Exercise objective » Say how many lines of these entries include the word "bottom", and answer with the number alone.

Dataset extract »
━━━━━━━━

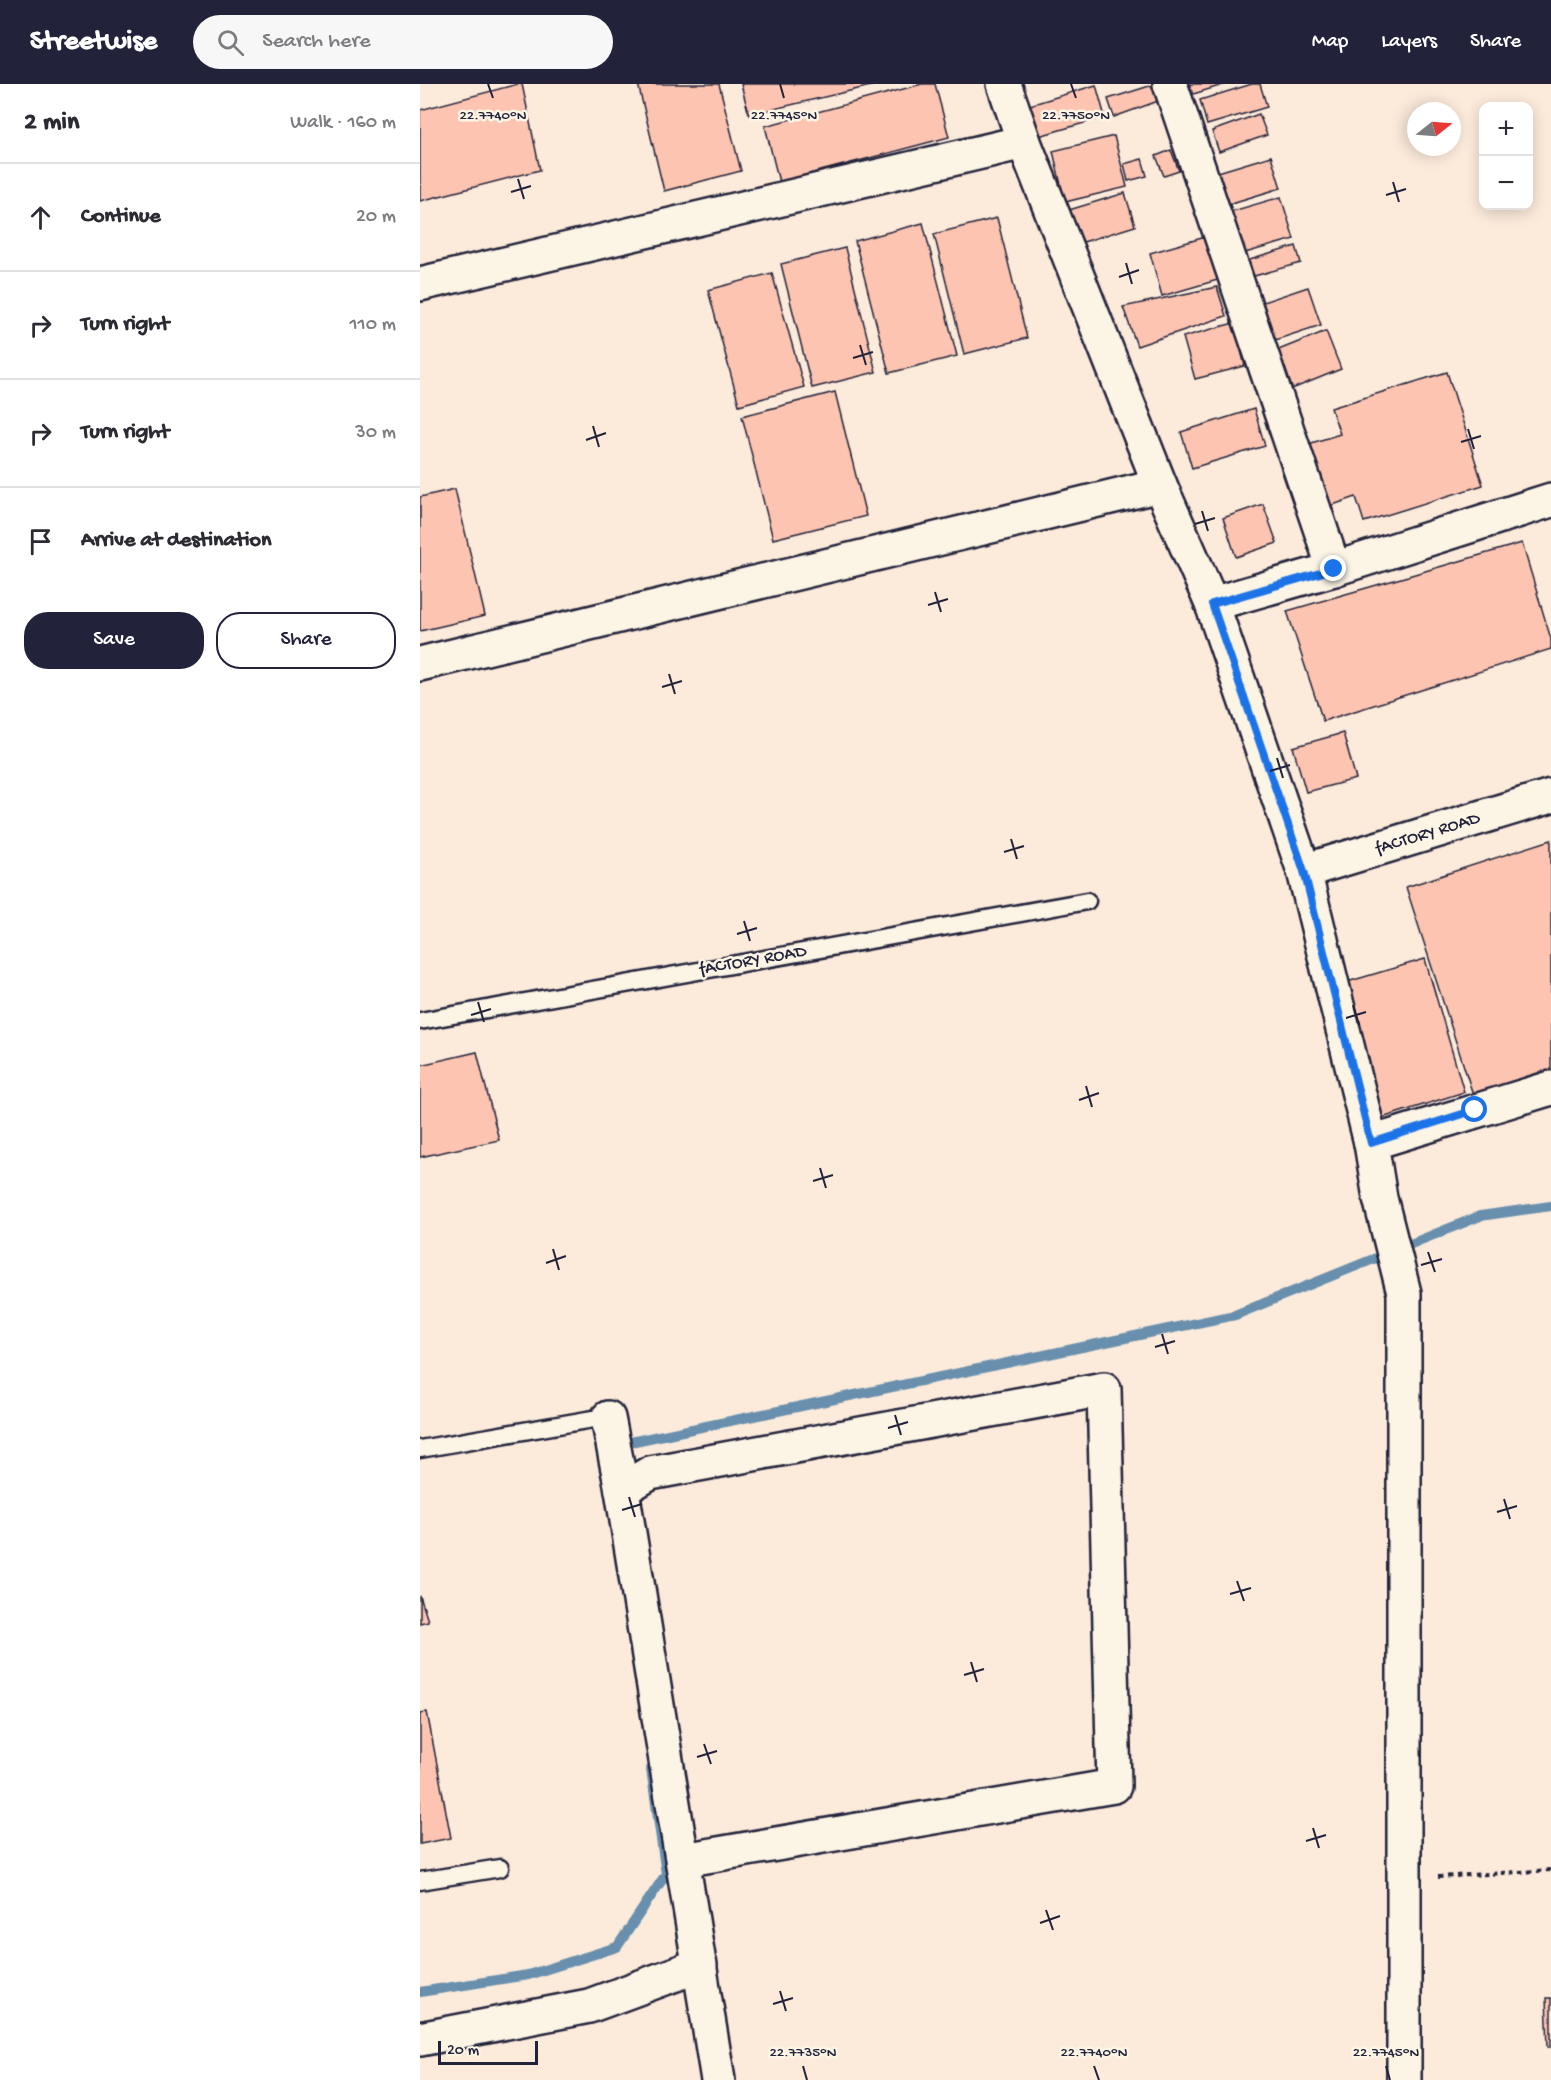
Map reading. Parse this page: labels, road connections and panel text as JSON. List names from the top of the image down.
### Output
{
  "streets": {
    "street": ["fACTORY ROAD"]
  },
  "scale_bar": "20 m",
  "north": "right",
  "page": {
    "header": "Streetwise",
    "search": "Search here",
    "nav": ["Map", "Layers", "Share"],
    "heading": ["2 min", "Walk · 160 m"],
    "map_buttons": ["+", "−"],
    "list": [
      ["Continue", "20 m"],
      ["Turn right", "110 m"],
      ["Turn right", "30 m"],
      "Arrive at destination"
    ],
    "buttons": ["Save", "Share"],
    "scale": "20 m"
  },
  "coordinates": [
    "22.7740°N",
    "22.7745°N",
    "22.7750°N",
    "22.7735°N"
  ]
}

━━━━━━━━

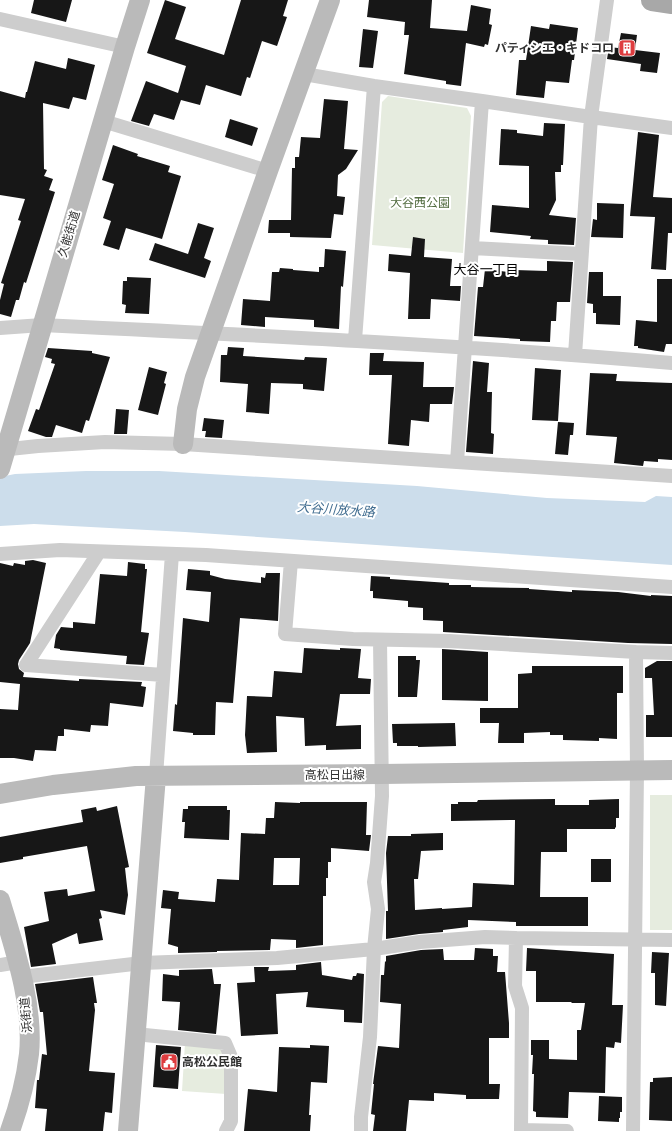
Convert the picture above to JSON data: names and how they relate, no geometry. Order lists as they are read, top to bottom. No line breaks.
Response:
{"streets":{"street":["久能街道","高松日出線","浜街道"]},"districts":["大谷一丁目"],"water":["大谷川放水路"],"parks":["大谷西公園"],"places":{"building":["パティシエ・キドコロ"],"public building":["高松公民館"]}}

━━━━━━━━

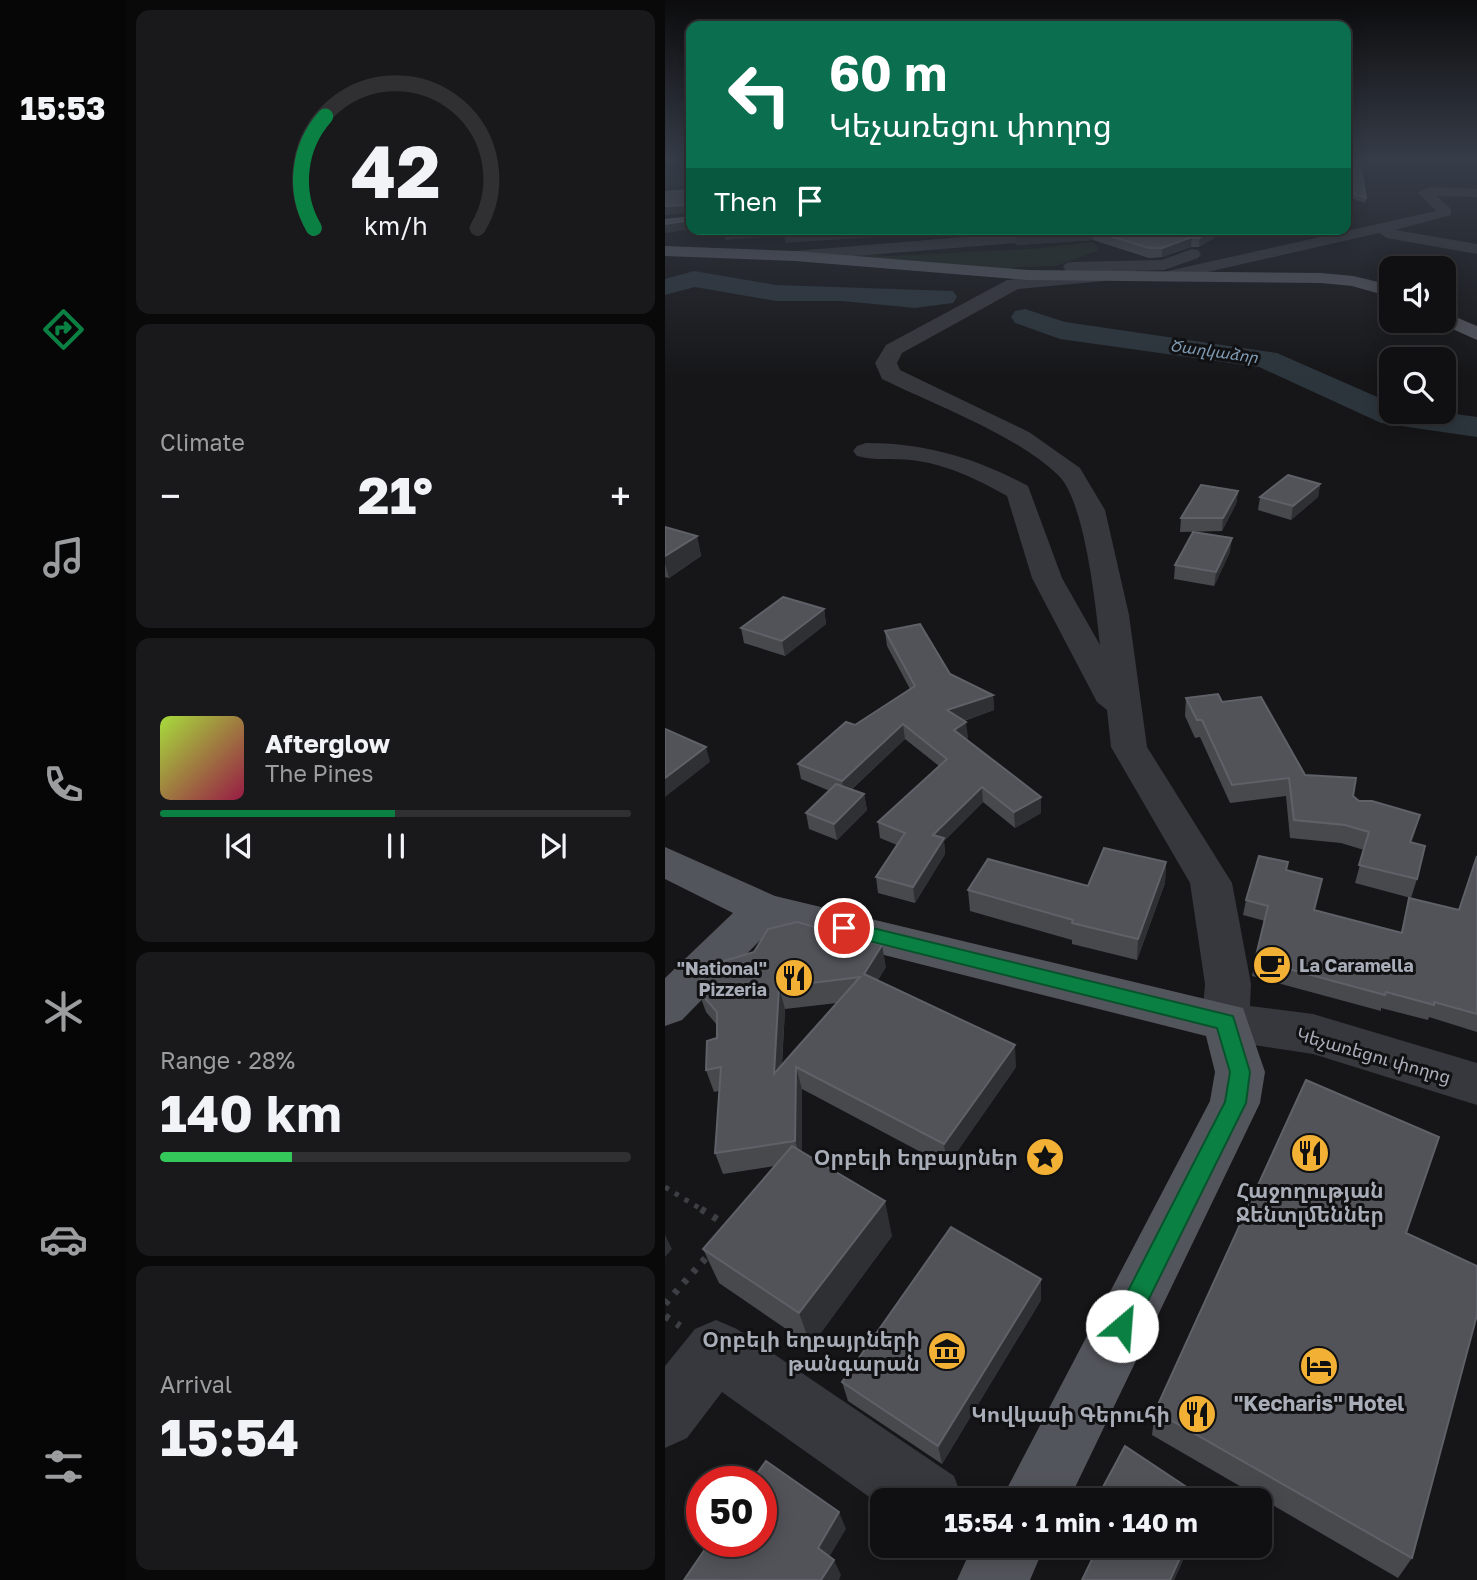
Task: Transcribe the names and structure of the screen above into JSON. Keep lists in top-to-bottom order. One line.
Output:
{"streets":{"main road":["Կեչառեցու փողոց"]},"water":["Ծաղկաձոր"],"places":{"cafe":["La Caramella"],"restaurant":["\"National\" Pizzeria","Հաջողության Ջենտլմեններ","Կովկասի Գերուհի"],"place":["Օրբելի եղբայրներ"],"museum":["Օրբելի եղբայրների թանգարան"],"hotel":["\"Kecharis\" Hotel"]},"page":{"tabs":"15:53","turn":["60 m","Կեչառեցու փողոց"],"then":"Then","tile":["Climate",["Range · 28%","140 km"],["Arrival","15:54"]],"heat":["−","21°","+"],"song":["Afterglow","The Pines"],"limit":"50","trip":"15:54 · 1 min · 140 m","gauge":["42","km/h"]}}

━━━━━━━━

Written response » 2